#### Problem details
Output all of the data verbatim.

------------------------------------------------

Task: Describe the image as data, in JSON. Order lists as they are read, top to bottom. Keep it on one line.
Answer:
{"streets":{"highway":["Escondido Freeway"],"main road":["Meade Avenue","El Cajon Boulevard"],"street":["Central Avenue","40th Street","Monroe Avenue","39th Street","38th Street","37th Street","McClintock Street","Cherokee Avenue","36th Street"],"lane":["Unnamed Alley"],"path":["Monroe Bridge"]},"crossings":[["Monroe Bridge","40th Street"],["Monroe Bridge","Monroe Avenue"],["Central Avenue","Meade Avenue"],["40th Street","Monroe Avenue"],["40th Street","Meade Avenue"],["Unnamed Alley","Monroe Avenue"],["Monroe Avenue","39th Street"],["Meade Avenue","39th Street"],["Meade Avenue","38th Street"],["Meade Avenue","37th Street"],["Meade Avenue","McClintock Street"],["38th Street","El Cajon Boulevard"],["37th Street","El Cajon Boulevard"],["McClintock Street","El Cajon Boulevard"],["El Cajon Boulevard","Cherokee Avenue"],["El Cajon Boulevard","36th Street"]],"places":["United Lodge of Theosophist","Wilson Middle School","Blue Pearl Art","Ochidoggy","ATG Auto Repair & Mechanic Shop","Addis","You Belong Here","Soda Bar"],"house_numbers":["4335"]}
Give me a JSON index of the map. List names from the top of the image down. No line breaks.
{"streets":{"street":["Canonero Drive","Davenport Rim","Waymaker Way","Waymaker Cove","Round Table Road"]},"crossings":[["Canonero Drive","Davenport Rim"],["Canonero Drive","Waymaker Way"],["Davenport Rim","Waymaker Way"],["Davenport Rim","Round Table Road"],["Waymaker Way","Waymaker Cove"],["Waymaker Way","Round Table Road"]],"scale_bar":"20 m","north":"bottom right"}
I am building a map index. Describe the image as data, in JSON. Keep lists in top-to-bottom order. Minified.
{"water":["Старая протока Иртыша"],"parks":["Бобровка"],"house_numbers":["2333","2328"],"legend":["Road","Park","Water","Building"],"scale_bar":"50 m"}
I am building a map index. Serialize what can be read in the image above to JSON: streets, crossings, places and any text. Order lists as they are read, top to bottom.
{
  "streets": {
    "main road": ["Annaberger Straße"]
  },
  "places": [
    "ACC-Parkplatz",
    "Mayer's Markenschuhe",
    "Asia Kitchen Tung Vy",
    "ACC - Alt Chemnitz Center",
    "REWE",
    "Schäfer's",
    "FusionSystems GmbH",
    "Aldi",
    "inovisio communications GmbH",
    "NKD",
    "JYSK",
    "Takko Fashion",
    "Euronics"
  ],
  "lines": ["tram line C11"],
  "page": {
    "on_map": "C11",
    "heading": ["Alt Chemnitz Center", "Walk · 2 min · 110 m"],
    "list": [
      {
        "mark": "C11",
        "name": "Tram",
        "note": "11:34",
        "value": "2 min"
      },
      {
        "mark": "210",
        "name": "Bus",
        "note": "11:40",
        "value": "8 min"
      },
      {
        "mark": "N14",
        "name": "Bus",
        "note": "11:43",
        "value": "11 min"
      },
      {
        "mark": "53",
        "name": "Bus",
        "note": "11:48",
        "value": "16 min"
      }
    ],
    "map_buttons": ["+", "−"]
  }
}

------------------------------------------------

#### Your response
Task: Describe the image as data, in JSON. Order lists as they are read, top to bottom. Keep it on one line.
Answer:
{"streets":{"highway":["Escondido Freeway"],"main road":["Meade Avenue","El Cajon Boulevard"],"street":["Central Avenue","40th Street","Monroe Avenue","39th Street","38th Street","37th Street","McClintock Street","Cherokee Avenue","36th Street"],"lane":["Unnamed Alley"],"path":["Monroe Bridge"]},"crossings":[["Monroe Bridge","40th Street"],["Monroe Bridge","Monroe Avenue"],["Central Avenue","Meade Avenue"],["40th Street","Monroe Avenue"],["40th Street","Meade Avenue"],["Unnamed Alley","Monroe Avenue"],["Monroe Avenue","39th Street"],["Meade Avenue","39th Street"],["Meade Avenue","38th Street"],["Meade Avenue","37th Street"],["Meade Avenue","McClintock Street"],["38th Street","El Cajon Boulevard"],["37th Street","El Cajon Boulevard"],["McClintock Street","El Cajon Boulevard"],["El Cajon Boulevard","Cherokee Avenue"],["El Cajon Boulevard","36th Street"]],"places":["United Lodge of Theosophist","Wilson Middle School","Blue Pearl Art","Ochidoggy","ATG Auto Repair & Mechanic Shop","Addis","You Belong Here","Soda Bar"],"house_numbers":["4335"]}
Give me a JSON index of the map. List names from the top of the image down. No line breaks.
{"streets":{"street":["Canonero Drive","Davenport Rim","Waymaker Way","Waymaker Cove","Round Table Road"]},"crossings":[["Canonero Drive","Davenport Rim"],["Canonero Drive","Waymaker Way"],["Davenport Rim","Waymaker Way"],["Davenport Rim","Round Table Road"],["Waymaker Way","Waymaker Cove"],["Waymaker Way","Round Table Road"]],"scale_bar":"20 m","north":"bottom right"}
I am building a map index. Describe the image as data, in JSON. Keep lists in top-to-bottom order. Minified.
{"water":["Старая протока Иртыша"],"parks":["Бобровка"],"house_numbers":["2333","2328"],"legend":["Road","Park","Water","Building"],"scale_bar":"50 m"}
I am building a map index. Serialize what can be read in the image above to JSON: streets, crossings, places and any text. Order lists as they are read, top to bottom.
{
  "streets": {
    "main road": ["Annaberger Straße"]
  },
  "places": [
    "ACC-Parkplatz",
    "Mayer's Markenschuhe",
    "Asia Kitchen Tung Vy",
    "ACC - Alt Chemnitz Center",
    "REWE",
    "Schäfer's",
    "FusionSystems GmbH",
    "Aldi",
    "inovisio communications GmbH",
    "NKD",
    "JYSK",
    "Takko Fashion",
    "Euronics"
  ],
  "lines": ["tram line C11"],
  "page": {
    "on_map": "C11",
    "heading": ["Alt Chemnitz Center", "Walk · 2 min · 110 m"],
    "list": [
      {
        "mark": "C11",
        "name": "Tram",
        "note": "11:34",
        "value": "2 min"
      },
      {
        "mark": "210",
        "name": "Bus",
        "note": "11:40",
        "value": "8 min"
      },
      {
        "mark": "N14",
        "name": "Bus",
        "note": "11:43",
        "value": "11 min"
      },
      {
        "mark": "53",
        "name": "Bus",
        "note": "11:48",
        "value": "16 min"
      }
    ],
    "map_buttons": ["+", "−"]
  }
}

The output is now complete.